Methodology I (Basic Framework and RA Estimator Without Positivity)
===========

Identification
------------

Let :math:`Y(t)` be the potential outcome that would have been observed under treatment level :math:`T=t`. Consider a random sample :math:`\{(Y_i,T_i,\textbf{S}_i)\}_{i=1}^n \subset \mathbb{R}\times \mathbb{R} \times \mathbb{R}^d`. We assume the following basic identification conditions.

* **A1(a) (Consistency)** :math:`T_i=t` implies that :math:`Y_i=Y_i(t)`.
* **A1(b) (Unconfoundedness)** :math:`Y_i(t)` is conditionally independent of :math:`T` given :math:`\textbf{S}`.
* **A1(c) (Treatment Variation)** The conditional variance of :math:`T` given any :math:`\textbf{S}=\textbf{s}` is strictly positive, i.e., :math:`\text{Var}(T|\textbf{S}=\textbf{s})>0`.

The above assumptions are generally insufficient to identify the dose-response curve :math:`m(t)=\mathbb{E}\left[Y(t)\right]` with observable data. The existing methods also assume the following positivity condition.

* **(A0) (Positivity)** The conditional density :math:`p(t|\textbf{s})` is bounded above and away from zero almost surely for all :math:`t` and :math:`\textbf{s}`.

Then, the (causal) dose-response curve :math:`t\mapsto m(t)=\mathbb{E}\left[Y(t)\right]` coincides with the covariate-adjusted regression function :math:`t\mapsto \mathbb{E}\left[\mu(t,\textbf{S})\right]` and can thus be identified from the observed data :math:`\{(Y_i,T_i,\textbf{S}_i)\}_{i=1}^n`. In addition, we can also identify the derivative effect :math:`\theta(t)=m'(t)=\frac{d}{dt}\mathbb{E}\left[\mu(t,\textbf{S})\right]`.
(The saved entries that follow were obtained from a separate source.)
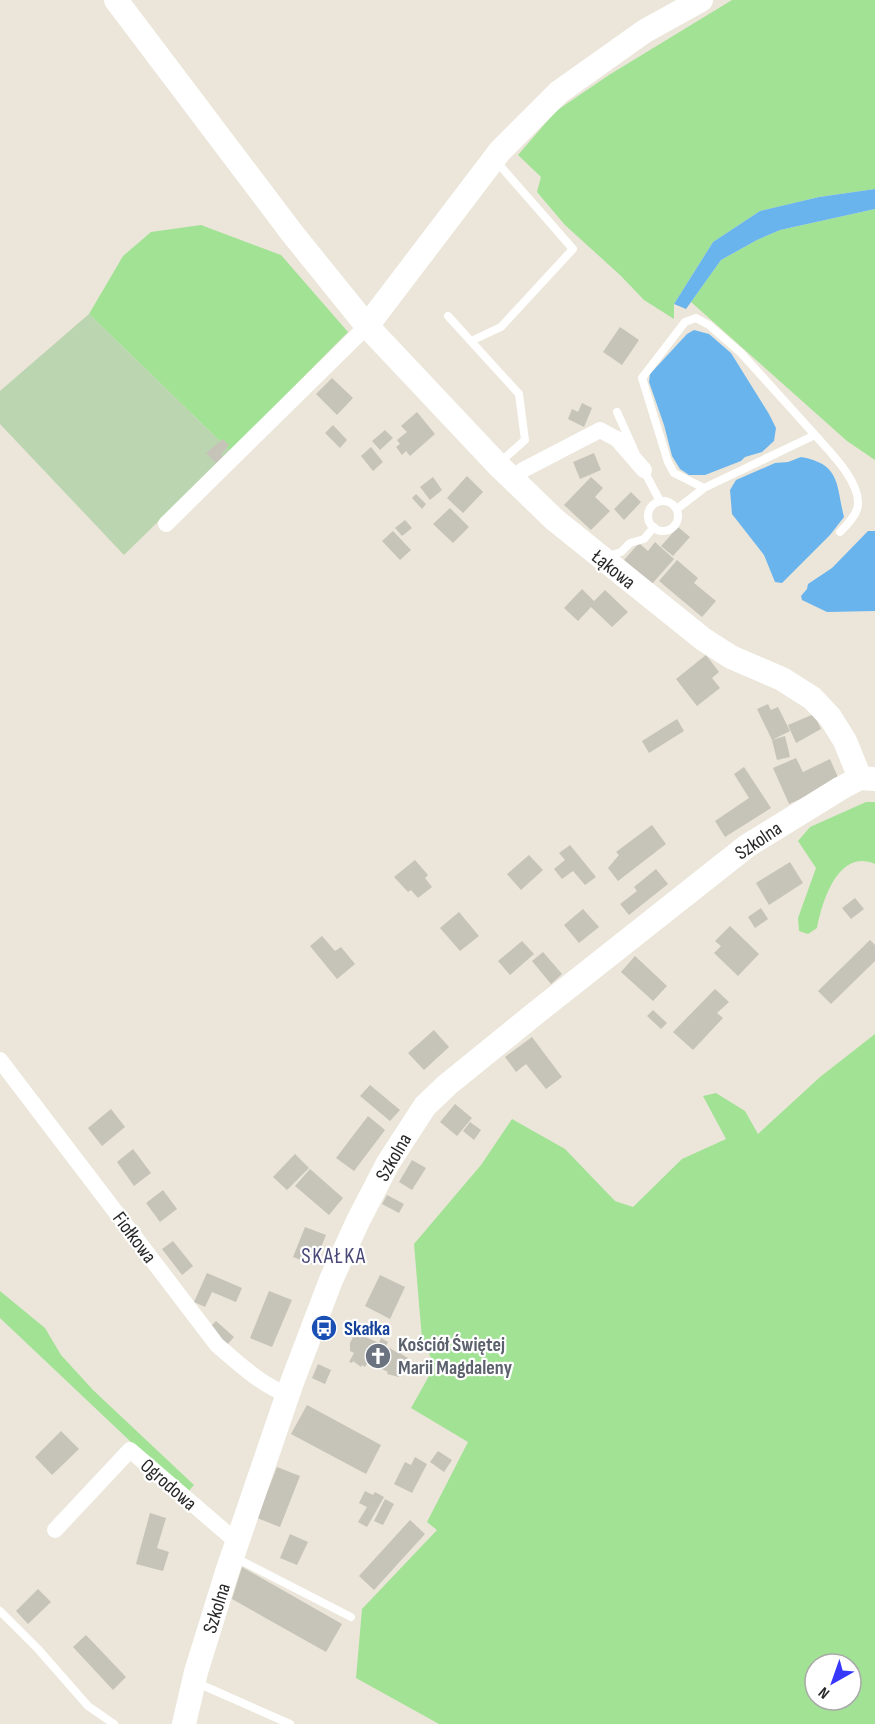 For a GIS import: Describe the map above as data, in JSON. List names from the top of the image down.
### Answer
{
  "streets": {
    "street": [
      "Łąkowa",
      "Szkolna",
      "Fiołkowa",
      "Ogrodowa"
    ]
  },
  "crossings": [
    ["Łąkowa", "Szkolna"],
    ["Szkolna", "Fiołkowa"],
    ["Szkolna", "Ogrodowa"]
  ],
  "districts": ["SKAŁKA"],
  "places": {
    "bus stop": ["Skałka"],
    "church": ["Kościół Świętej Marii Magdaleny"]
  },
  "north": "bottom left"
}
Given the above identification formula, a traditional method for estimating the dose-response curve :math:`m(t)` is through the following regression adjustment (RA) or G-computation estimator

.. math::

    \hat{m}_{RA}(t)  = \frac{1}{n}\sum_{i=1}^n \hat{\mu}(t,\textbf{S}_i),

where :math:`\hat{\mu}(t,\textbf{s})` is any consistent estimator of the conditional mean outcome function :math:`\mu(t,\textbf{s})=\mathbb{E}(Y|T=t,\textbf{S}=\textbf{s})`. 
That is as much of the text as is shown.